Try it: If a line comes after the one containing "background:var(--page); color:var(--text); height:100vh;", leave it out; copy every line before it, and that line too, exactly as written, starting from the first line of the entries.

Saved data entries:
--- START ---
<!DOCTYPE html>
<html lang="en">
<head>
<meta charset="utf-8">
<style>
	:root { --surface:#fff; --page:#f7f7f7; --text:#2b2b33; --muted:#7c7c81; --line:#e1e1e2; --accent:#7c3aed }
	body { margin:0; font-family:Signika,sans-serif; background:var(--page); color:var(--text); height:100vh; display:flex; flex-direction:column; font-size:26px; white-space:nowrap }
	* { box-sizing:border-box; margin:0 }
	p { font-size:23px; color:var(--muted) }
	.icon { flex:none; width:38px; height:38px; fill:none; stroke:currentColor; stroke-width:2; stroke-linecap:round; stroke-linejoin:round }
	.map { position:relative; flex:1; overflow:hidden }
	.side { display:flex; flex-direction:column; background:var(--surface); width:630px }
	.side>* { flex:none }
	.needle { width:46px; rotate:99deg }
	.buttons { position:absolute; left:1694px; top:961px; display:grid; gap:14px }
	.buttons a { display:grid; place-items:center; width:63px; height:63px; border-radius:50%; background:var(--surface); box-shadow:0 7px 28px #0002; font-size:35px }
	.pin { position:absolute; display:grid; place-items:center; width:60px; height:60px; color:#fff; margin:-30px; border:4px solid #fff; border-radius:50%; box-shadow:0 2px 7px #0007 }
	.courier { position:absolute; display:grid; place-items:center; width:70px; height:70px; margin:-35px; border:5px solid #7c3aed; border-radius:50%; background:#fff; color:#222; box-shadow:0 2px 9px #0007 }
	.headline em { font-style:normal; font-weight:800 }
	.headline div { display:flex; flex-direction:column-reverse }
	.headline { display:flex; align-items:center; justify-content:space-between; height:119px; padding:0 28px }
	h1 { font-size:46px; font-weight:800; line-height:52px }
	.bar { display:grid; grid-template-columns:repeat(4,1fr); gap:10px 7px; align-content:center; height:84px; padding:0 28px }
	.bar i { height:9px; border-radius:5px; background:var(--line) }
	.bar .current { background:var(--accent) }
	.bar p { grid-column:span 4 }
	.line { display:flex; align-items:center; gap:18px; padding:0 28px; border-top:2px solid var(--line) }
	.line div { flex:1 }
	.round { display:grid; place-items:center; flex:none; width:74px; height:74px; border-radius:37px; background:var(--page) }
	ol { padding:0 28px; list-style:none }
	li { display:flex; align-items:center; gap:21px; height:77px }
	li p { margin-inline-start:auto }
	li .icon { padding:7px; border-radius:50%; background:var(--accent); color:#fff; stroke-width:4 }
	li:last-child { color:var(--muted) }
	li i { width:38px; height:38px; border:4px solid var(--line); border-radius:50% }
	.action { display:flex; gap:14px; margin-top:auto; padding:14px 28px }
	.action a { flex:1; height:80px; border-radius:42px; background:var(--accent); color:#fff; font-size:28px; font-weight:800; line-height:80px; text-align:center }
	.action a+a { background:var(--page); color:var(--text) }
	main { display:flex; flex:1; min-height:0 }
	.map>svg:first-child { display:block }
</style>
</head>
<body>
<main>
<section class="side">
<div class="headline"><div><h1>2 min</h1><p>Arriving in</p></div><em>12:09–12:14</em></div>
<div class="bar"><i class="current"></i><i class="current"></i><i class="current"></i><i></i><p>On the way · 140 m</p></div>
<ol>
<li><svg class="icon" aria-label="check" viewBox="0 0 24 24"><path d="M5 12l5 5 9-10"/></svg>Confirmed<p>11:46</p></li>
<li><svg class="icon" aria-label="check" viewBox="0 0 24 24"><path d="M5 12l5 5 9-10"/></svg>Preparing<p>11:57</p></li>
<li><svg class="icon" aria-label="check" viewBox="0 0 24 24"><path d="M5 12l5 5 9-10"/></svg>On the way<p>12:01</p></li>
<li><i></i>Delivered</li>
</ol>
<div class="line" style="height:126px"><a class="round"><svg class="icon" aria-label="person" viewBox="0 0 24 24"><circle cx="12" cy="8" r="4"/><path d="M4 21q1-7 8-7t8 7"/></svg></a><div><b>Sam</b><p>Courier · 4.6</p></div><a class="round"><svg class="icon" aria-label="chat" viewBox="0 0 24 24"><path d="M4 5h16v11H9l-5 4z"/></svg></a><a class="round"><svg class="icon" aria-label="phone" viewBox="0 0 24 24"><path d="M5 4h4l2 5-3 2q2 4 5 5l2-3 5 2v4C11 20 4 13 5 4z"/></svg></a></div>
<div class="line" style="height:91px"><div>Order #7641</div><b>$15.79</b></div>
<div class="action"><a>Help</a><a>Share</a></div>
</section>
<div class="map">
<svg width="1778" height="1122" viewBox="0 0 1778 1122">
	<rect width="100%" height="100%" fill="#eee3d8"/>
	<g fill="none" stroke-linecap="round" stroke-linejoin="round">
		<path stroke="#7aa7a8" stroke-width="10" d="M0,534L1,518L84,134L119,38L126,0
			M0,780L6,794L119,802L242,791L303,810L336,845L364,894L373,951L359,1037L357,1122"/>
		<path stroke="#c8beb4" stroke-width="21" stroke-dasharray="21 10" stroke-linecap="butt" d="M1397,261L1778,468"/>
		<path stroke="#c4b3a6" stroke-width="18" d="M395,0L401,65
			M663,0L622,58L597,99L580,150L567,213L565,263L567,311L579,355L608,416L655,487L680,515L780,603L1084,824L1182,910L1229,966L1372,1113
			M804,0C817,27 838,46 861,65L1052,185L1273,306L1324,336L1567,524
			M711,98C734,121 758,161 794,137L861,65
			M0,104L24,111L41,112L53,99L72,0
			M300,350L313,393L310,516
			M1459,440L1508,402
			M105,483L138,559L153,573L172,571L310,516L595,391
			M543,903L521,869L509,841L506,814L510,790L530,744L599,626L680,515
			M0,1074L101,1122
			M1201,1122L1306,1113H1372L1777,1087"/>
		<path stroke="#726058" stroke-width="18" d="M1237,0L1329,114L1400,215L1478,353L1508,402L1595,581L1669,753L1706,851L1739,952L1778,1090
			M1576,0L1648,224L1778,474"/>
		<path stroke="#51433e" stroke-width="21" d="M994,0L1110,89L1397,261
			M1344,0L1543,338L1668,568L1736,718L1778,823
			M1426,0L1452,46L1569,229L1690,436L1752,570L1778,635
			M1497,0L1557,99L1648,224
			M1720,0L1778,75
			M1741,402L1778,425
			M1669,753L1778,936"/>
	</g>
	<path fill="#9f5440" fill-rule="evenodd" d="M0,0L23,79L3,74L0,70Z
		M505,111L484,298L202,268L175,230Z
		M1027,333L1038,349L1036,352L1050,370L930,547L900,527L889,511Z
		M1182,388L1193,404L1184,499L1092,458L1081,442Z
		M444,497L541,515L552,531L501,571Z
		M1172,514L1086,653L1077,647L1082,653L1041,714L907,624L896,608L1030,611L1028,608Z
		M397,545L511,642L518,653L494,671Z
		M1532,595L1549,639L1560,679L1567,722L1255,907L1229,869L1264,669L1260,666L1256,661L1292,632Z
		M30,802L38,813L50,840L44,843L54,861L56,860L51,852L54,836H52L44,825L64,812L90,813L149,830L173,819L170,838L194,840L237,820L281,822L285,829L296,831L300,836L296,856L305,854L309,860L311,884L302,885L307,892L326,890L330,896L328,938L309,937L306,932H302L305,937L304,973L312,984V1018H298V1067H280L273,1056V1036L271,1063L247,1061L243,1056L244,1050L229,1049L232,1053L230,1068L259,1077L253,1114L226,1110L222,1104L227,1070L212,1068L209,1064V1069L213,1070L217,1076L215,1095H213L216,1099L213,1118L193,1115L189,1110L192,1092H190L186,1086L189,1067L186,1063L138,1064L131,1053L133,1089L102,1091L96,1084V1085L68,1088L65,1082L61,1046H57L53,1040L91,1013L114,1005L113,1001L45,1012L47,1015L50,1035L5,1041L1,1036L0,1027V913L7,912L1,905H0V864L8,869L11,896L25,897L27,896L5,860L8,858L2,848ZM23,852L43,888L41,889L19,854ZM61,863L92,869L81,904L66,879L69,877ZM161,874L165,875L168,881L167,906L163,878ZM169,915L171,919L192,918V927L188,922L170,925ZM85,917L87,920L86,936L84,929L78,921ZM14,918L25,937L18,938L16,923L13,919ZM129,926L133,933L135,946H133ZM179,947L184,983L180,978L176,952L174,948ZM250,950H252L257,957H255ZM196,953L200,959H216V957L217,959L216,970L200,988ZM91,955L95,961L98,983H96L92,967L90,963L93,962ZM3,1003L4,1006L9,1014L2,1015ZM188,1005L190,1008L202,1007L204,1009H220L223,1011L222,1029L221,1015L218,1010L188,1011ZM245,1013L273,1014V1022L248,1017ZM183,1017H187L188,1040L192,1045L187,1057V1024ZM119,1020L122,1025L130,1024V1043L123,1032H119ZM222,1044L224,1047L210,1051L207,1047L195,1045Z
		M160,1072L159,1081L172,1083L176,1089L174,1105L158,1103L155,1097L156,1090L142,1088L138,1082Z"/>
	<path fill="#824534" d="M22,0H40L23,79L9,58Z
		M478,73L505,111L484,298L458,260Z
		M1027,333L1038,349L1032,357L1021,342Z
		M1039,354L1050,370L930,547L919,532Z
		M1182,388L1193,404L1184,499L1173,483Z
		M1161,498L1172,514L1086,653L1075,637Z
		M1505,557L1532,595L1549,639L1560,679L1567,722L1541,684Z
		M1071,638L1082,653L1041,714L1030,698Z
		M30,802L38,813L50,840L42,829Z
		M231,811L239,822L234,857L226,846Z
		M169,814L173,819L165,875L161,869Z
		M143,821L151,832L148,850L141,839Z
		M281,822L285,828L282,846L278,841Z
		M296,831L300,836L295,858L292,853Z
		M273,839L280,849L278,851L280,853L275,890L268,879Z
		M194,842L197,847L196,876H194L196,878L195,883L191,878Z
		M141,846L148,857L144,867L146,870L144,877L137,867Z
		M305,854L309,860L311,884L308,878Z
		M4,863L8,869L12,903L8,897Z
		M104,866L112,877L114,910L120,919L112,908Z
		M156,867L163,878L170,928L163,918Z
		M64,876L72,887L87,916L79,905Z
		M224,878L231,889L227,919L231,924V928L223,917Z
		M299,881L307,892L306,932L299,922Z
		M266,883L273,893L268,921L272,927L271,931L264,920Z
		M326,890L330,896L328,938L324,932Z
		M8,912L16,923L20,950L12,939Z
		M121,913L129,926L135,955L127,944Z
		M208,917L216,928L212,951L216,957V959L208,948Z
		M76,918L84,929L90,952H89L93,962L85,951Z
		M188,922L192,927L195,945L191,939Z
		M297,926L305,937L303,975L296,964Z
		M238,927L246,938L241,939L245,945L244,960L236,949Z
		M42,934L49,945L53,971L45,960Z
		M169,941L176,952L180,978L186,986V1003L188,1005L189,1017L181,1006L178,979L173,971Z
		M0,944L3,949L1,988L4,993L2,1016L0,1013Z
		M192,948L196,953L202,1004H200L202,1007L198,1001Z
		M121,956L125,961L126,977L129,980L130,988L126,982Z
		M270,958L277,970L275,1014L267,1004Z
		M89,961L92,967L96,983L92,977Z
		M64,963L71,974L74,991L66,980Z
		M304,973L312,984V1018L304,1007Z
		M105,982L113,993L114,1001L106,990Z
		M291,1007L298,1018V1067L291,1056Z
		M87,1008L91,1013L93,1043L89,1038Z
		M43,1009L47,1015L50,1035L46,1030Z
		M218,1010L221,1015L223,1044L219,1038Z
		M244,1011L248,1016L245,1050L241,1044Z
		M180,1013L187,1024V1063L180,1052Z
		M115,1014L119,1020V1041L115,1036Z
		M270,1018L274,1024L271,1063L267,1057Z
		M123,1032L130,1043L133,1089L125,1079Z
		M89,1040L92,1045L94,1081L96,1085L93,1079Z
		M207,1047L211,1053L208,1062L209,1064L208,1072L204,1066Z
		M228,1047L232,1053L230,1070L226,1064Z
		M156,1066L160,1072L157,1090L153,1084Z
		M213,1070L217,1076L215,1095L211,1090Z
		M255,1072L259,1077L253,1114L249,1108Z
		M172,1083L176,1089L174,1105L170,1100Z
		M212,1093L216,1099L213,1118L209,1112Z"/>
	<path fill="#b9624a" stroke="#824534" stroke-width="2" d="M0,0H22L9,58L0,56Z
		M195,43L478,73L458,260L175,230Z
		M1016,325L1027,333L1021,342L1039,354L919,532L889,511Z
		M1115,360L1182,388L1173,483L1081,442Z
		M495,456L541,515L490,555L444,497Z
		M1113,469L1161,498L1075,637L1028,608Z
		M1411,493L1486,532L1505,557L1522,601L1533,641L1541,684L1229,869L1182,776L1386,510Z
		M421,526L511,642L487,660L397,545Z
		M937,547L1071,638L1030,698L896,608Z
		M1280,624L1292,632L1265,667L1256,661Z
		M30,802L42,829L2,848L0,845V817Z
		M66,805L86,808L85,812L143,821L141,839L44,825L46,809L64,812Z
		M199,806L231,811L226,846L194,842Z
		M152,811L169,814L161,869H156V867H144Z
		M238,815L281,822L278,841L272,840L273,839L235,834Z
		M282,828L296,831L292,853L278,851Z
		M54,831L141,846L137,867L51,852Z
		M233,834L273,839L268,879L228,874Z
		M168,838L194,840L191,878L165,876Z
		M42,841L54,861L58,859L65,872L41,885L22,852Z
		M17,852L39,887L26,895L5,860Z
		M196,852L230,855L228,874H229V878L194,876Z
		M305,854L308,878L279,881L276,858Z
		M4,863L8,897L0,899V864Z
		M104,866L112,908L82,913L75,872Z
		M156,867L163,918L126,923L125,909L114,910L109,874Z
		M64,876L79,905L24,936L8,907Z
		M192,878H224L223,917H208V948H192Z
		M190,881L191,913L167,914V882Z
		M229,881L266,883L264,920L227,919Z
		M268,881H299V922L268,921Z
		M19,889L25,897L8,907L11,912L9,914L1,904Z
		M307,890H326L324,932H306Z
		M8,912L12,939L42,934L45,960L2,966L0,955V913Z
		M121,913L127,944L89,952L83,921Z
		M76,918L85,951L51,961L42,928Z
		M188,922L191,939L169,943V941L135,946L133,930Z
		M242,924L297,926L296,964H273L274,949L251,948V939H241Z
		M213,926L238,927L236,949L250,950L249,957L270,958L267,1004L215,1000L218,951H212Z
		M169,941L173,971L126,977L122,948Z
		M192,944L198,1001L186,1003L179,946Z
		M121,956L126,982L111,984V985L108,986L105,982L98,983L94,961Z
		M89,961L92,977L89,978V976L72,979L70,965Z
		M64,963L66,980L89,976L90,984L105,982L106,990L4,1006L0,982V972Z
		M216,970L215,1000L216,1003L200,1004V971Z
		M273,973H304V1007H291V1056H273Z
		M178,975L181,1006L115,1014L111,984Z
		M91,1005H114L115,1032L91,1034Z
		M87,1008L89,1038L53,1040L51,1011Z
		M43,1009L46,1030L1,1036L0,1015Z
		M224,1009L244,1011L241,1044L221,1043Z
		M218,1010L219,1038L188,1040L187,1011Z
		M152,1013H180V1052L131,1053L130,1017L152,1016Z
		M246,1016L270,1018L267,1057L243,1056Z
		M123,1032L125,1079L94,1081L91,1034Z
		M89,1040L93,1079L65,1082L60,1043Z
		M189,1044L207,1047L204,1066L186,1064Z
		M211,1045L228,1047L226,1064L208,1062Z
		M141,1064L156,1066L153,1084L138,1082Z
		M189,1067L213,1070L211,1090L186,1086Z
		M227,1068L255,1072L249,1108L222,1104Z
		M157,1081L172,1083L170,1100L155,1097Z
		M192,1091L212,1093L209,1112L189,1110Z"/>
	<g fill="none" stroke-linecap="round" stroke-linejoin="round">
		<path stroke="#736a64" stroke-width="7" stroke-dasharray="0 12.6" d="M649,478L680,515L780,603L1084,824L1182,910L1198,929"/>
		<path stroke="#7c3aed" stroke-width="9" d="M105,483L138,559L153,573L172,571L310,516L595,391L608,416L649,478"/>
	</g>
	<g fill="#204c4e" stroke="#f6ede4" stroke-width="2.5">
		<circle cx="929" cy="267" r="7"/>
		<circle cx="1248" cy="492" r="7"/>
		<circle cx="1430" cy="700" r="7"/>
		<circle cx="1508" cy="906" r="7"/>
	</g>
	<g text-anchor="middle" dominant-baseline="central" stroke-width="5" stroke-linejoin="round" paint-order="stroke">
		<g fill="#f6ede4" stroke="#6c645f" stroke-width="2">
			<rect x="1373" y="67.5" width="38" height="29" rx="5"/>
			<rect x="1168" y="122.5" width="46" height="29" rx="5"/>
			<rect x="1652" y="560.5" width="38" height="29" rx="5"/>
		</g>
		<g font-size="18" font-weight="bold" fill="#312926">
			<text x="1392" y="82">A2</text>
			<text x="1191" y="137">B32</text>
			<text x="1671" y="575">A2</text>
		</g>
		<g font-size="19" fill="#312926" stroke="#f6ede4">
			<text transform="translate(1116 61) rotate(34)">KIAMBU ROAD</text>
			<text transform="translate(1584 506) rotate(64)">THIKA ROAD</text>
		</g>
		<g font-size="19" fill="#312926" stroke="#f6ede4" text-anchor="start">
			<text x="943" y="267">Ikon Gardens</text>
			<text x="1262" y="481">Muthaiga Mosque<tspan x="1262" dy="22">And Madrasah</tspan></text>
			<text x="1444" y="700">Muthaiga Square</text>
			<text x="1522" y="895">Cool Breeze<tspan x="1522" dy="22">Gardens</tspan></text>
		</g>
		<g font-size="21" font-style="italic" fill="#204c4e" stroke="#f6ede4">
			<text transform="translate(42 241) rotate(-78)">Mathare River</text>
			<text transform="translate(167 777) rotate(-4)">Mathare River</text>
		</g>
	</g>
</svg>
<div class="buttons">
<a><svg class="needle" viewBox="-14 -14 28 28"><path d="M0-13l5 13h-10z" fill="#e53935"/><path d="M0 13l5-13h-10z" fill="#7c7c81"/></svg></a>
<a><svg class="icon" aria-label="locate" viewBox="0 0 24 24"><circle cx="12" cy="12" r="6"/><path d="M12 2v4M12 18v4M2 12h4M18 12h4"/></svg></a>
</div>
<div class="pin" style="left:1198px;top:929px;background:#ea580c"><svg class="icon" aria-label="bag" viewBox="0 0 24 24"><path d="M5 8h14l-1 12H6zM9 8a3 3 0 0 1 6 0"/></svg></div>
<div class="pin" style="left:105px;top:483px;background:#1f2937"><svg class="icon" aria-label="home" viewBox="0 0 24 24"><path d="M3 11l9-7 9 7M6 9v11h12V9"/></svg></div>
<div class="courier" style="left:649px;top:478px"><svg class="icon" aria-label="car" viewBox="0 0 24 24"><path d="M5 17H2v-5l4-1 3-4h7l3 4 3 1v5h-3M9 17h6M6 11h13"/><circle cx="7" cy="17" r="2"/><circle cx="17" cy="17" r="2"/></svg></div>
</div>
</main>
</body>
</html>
--- END ---
Solution below:
<!DOCTYPE html>
<html lang="en">
<head>
<meta charset="utf-8">
<style>
	:root { --surface:#fff; --page:#f7f7f7; --text:#2b2b33; --muted:#7c7c81; --line:#e1e1e2; --accent:#7c3aed }
	body { margin:0; font-family:Signika,sans-serif; background:var(--page); color:var(--text); height:100vh; display:flex; flex-direction:column; font-size:26px; white-space:nowrap }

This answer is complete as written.